What’s the difference between Group 1, Group 2 and Group 3 races?

In Great Britain, Ireland and elsewhere in Europe, Flat racing features many different levels, or classes, of competition. Group 1, Group 2 and Group 3 races, collectively known as Group races – or Pattern races, since their status is reviewed annually by the European Pattern Committee, which was formed in 1971 – represent the highest levels of competition.

At the very highest level, Group 1 race represent a pure test of class and, as such, are run without penalties or allowances other than a sex allowance, which fillies and mares receive when racing against colts and geldings. In Britain, Group 1 races include the so-called ‘Classics’, namely the 1,000 Guineas, 2,000 Guineas, Oaks, Derby and St. Leger, which, of course, are contested exclusively by three-year-olds. Nevertheless, the British Flat racing calendar also includes numerous other races of major international importance, catering for different age groups, over different distances, throughout the racing year.
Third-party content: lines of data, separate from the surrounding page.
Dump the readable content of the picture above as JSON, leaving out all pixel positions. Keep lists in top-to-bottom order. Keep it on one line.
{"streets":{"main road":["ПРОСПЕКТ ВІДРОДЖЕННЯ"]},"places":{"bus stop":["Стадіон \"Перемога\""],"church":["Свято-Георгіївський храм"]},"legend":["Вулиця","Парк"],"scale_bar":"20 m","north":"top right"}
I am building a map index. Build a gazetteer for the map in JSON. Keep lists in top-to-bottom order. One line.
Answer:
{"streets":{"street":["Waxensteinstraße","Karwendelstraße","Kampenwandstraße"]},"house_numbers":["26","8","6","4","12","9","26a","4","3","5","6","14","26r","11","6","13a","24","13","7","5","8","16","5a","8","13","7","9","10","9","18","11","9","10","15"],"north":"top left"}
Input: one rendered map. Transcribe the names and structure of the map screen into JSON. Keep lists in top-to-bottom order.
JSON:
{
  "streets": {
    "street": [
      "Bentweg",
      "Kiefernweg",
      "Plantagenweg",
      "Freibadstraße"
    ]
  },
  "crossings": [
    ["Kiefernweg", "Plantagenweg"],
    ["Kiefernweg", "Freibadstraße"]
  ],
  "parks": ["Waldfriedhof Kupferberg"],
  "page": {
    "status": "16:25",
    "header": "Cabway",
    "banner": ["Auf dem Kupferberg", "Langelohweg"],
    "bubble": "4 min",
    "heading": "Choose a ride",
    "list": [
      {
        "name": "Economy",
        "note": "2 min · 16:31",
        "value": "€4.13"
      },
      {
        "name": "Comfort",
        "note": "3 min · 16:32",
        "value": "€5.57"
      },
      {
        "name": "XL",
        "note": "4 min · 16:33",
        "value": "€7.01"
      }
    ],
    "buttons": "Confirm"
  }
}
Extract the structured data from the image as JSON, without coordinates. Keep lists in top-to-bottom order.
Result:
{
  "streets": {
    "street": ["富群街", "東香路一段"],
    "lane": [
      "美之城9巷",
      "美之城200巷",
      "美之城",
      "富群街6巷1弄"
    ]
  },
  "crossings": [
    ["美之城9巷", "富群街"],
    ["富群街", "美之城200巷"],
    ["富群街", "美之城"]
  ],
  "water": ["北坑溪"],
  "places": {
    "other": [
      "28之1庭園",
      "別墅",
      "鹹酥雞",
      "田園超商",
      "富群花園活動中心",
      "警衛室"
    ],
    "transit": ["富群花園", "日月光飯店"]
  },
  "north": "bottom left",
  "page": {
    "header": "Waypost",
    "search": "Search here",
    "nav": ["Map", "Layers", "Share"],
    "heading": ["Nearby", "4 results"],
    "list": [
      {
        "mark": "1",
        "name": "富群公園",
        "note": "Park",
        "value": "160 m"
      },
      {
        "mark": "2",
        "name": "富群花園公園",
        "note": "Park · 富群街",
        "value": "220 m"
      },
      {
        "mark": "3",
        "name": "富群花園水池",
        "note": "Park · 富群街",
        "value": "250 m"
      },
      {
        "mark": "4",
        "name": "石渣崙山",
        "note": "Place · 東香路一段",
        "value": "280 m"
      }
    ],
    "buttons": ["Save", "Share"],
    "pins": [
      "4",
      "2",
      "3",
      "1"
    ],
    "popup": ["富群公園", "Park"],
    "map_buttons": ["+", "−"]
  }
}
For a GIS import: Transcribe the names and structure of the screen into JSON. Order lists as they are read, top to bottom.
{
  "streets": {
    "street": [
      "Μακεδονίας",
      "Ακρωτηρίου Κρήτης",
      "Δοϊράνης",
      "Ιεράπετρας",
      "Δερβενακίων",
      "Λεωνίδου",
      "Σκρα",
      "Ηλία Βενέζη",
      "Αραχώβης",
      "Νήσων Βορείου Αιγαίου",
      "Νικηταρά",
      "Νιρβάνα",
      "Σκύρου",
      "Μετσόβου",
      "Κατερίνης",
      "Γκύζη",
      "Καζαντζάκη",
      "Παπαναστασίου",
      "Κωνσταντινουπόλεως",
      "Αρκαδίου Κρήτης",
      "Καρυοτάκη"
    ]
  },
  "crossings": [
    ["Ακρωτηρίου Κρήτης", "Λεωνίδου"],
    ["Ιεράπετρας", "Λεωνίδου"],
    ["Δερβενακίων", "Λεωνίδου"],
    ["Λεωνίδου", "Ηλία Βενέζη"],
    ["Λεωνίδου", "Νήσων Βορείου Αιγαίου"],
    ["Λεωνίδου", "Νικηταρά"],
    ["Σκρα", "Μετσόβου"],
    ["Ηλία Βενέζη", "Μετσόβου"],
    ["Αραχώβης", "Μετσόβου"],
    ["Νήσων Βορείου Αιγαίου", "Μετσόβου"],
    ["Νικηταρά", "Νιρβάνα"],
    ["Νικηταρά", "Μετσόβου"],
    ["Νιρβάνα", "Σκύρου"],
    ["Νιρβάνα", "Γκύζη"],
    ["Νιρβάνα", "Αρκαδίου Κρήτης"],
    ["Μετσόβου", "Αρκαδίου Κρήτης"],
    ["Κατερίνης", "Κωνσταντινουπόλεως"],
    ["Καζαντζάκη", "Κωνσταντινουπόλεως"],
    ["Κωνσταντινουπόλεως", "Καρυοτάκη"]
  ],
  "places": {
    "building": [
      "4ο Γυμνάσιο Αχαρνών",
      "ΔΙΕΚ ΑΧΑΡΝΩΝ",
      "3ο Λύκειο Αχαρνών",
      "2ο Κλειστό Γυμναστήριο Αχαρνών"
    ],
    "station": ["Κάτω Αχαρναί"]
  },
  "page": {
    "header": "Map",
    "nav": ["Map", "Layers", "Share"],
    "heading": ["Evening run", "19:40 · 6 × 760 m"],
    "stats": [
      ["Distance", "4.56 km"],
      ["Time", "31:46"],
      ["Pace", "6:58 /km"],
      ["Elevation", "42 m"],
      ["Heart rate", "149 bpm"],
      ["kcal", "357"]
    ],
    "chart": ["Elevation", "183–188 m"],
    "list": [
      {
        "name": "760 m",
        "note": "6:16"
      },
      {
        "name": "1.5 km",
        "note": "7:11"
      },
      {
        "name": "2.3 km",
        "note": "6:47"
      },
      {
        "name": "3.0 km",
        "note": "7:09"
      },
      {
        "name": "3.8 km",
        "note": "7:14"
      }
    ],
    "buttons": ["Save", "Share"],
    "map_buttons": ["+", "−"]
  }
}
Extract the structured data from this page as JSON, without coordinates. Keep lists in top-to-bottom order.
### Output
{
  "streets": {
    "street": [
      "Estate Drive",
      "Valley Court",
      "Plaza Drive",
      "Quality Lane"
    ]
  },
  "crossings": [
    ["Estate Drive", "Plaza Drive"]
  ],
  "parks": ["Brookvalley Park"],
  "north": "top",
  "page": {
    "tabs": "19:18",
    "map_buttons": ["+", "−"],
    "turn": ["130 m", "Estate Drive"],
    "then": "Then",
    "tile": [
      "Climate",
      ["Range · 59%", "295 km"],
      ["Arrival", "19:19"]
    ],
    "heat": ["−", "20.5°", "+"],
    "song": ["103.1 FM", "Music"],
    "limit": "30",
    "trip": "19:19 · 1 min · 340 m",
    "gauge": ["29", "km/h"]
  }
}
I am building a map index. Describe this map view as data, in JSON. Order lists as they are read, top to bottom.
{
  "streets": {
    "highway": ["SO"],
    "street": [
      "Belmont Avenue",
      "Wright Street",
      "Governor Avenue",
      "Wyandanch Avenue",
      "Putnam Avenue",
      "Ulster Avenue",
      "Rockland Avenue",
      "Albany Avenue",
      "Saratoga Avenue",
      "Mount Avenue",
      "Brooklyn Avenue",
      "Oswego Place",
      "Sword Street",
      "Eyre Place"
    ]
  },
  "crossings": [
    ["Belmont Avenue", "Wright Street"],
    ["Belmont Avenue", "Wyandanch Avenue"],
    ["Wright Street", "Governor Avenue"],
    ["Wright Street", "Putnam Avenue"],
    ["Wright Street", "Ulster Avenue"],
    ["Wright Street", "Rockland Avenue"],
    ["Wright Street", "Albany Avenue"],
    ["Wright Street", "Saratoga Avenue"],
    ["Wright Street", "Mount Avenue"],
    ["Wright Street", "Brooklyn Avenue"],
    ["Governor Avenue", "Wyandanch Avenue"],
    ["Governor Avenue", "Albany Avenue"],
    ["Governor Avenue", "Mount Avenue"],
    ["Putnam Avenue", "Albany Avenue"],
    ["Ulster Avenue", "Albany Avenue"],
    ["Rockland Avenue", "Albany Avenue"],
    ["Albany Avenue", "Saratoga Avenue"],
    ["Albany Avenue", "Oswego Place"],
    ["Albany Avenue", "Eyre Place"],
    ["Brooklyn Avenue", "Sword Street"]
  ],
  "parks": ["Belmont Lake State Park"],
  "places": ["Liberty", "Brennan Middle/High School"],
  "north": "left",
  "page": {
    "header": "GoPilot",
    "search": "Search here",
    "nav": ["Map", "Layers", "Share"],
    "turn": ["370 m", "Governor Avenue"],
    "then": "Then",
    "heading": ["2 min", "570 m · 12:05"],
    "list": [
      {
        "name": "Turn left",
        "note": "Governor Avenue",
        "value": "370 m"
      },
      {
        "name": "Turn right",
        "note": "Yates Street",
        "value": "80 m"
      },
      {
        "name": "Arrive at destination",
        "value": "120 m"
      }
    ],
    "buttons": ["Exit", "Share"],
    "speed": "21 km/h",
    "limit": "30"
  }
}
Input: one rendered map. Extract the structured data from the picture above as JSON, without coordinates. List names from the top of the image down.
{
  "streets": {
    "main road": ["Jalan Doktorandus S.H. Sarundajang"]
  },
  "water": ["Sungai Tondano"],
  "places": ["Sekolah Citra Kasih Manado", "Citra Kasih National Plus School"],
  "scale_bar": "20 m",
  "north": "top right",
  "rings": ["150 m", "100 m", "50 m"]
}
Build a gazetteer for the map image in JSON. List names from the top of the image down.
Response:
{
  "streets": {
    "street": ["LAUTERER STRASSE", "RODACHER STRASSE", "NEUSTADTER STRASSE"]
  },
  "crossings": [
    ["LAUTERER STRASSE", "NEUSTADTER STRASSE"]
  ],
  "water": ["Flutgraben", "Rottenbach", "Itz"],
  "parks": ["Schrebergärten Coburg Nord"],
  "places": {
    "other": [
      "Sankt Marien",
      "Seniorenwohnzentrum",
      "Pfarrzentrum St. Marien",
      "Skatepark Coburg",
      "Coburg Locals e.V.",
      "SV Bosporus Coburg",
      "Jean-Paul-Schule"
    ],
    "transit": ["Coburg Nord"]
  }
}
Immediately below the championship standard of Group 1, but still significant internationally, Group 2 races in the calendar include the Dante Stakes,Great Voltigeur Stakes and Lonsdale Cup, all at York, the Lancashire Oaks at Hayock and no fewer than seven races at Royal Ascot. Another step down from the top tier, Group 3 races are mainly of domestic importance and, in Britain, include the likes of the Craven Stakes at Newmarket, Chester Vase and Cumberland Lodge Stakes at Ascot, to name but three. Group 2 and Group 3 races differ from Group 1 races insofar that weight penalties may be given to certain horses based on success in previous Pattern contests within a certain timeframe.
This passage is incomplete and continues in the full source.